== Problem details ==
Using the entries that follow, please report how many lines contain the word "shadow", with no other words.

===============

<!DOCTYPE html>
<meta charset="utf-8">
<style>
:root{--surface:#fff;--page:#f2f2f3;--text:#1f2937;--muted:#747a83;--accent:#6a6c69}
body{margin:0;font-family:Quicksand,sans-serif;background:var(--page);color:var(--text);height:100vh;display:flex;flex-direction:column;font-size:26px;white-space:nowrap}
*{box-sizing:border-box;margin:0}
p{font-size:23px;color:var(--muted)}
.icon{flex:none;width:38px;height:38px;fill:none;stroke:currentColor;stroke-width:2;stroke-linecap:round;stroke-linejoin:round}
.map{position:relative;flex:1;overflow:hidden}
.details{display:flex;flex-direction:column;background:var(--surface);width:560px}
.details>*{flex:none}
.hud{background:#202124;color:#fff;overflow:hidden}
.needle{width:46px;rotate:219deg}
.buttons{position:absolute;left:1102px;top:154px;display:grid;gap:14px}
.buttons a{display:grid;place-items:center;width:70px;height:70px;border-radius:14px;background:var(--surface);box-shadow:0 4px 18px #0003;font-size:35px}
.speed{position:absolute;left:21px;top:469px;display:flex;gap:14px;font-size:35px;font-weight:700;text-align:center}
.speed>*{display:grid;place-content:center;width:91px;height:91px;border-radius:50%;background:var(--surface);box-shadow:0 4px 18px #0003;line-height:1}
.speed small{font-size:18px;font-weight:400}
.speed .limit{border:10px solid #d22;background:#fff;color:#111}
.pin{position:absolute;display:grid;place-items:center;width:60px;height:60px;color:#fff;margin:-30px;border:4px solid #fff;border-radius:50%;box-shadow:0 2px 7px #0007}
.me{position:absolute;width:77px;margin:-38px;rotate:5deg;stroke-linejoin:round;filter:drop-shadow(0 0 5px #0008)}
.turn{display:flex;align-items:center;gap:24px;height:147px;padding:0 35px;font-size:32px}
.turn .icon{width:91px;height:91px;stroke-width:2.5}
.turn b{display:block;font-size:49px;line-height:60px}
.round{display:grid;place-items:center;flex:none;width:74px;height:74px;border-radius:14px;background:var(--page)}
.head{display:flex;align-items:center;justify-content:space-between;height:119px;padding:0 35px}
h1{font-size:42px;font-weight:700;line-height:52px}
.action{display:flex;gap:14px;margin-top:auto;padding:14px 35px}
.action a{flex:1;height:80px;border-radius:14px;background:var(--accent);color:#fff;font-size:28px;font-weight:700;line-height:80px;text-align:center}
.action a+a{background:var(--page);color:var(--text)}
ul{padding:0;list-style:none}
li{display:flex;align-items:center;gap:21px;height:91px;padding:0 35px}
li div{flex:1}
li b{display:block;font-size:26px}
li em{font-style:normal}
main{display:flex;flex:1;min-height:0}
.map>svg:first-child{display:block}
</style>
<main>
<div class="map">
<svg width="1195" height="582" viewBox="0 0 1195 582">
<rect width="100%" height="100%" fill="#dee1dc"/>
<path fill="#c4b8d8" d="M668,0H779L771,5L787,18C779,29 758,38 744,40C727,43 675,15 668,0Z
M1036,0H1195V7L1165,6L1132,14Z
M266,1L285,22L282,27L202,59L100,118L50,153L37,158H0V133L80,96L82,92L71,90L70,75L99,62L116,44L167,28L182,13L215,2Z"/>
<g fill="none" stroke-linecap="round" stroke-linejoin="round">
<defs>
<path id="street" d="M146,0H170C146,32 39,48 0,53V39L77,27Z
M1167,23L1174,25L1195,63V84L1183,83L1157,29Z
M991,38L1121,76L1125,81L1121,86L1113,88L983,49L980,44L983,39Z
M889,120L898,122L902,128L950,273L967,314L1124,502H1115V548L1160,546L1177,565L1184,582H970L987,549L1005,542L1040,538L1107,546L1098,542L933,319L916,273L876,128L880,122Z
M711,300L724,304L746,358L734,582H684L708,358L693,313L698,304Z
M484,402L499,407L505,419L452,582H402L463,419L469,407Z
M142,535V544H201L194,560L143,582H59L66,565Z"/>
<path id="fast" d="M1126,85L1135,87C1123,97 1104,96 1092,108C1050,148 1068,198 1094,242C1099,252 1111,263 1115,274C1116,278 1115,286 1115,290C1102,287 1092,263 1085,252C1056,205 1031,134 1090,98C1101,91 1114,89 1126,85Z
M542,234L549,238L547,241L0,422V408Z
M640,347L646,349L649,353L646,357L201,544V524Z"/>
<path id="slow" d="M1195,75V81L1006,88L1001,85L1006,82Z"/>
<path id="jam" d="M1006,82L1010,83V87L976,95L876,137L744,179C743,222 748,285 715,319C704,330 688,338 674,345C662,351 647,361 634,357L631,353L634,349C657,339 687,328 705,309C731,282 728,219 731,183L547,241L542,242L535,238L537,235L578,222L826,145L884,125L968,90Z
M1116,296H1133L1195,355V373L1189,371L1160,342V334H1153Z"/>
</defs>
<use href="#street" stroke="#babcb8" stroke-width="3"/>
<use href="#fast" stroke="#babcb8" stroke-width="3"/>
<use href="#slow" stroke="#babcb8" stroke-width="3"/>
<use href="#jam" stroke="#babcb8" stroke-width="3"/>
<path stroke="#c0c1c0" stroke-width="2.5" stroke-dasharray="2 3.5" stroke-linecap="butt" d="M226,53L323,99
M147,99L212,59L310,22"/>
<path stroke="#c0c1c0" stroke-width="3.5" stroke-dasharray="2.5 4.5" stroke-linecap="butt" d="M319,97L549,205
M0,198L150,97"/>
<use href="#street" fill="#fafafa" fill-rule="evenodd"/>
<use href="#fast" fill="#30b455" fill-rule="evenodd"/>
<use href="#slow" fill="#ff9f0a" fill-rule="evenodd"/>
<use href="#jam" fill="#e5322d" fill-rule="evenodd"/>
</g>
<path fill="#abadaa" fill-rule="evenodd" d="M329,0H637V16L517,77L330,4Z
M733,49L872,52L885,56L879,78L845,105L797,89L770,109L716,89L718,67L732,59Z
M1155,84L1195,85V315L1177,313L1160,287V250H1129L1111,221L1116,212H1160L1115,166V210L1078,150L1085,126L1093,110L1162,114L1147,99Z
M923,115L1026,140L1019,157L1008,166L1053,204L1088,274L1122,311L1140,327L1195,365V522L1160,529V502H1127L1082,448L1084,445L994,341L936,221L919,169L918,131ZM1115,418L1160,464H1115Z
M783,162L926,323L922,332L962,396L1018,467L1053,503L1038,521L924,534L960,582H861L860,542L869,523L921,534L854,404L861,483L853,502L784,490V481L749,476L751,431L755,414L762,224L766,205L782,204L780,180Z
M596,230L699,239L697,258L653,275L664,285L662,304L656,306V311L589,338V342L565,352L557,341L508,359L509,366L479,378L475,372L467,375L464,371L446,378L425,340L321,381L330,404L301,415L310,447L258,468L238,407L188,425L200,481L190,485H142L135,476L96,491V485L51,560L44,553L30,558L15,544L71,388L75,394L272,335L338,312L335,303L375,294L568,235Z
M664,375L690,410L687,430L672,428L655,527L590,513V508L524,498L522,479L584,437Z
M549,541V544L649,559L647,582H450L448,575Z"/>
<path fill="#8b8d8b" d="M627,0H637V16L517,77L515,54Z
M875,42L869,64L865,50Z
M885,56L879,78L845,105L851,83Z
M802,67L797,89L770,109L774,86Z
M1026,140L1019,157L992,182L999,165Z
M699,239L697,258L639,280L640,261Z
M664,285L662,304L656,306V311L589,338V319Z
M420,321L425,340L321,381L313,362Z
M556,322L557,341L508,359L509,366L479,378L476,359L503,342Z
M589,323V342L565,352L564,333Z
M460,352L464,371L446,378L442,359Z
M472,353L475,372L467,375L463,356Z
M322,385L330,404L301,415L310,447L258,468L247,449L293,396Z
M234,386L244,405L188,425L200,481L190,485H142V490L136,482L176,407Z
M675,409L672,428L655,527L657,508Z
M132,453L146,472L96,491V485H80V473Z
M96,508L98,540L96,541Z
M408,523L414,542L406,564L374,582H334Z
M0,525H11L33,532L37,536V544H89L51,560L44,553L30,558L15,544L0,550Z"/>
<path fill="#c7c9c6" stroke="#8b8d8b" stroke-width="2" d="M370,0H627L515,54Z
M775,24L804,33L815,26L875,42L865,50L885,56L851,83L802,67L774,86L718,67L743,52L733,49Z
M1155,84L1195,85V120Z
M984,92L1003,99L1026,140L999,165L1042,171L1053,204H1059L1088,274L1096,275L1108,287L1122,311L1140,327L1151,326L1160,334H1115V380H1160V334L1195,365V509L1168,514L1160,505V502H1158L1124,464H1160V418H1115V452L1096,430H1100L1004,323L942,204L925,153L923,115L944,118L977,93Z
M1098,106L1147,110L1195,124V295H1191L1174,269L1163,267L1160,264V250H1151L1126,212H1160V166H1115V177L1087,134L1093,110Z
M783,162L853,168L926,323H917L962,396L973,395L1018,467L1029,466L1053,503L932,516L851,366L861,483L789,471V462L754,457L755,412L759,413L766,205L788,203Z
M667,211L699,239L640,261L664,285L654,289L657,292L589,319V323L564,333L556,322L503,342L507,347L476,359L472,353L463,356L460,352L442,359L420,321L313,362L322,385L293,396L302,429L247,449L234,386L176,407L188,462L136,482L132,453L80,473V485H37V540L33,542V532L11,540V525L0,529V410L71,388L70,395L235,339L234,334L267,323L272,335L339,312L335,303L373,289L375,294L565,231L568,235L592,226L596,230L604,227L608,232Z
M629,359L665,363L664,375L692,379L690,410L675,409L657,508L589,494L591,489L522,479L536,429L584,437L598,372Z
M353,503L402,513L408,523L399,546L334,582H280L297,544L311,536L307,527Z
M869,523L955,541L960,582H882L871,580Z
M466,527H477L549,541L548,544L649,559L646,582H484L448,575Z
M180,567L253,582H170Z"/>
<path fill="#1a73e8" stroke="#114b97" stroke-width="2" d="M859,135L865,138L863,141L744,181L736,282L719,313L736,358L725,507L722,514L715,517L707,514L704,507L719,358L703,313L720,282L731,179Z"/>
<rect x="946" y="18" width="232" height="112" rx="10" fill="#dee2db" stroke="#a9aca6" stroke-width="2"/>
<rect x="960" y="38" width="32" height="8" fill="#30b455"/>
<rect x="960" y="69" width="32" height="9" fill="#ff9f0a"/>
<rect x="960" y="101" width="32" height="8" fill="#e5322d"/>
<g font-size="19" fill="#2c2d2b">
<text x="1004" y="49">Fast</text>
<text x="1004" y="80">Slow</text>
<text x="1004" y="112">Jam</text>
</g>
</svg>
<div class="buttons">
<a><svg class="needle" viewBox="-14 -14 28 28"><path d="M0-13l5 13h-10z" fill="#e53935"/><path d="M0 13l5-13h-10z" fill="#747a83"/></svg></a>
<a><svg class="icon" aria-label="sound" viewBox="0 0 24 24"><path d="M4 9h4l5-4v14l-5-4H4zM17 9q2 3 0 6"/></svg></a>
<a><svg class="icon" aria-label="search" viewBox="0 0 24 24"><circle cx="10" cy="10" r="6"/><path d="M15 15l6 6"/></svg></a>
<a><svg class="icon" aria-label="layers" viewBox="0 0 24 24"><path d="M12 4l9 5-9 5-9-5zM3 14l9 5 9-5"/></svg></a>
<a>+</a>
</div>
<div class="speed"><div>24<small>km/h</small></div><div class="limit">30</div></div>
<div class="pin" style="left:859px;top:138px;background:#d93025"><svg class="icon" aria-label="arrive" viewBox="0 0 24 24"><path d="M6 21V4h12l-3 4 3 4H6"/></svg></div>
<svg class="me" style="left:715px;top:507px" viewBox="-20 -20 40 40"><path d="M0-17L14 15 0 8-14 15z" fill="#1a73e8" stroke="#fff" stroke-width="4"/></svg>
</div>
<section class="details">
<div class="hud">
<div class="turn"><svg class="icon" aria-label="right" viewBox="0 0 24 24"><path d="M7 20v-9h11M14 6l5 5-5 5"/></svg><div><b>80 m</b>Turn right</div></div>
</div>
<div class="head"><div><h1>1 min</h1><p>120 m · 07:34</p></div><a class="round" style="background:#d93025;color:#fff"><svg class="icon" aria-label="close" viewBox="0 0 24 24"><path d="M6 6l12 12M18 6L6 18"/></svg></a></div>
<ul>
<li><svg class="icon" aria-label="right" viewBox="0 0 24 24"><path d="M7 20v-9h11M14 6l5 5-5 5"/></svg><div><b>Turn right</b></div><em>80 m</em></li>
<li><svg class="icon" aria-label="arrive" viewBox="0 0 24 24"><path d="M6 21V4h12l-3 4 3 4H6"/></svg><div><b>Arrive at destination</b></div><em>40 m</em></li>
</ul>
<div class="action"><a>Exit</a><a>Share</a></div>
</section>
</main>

===============

== Response to the task ==
4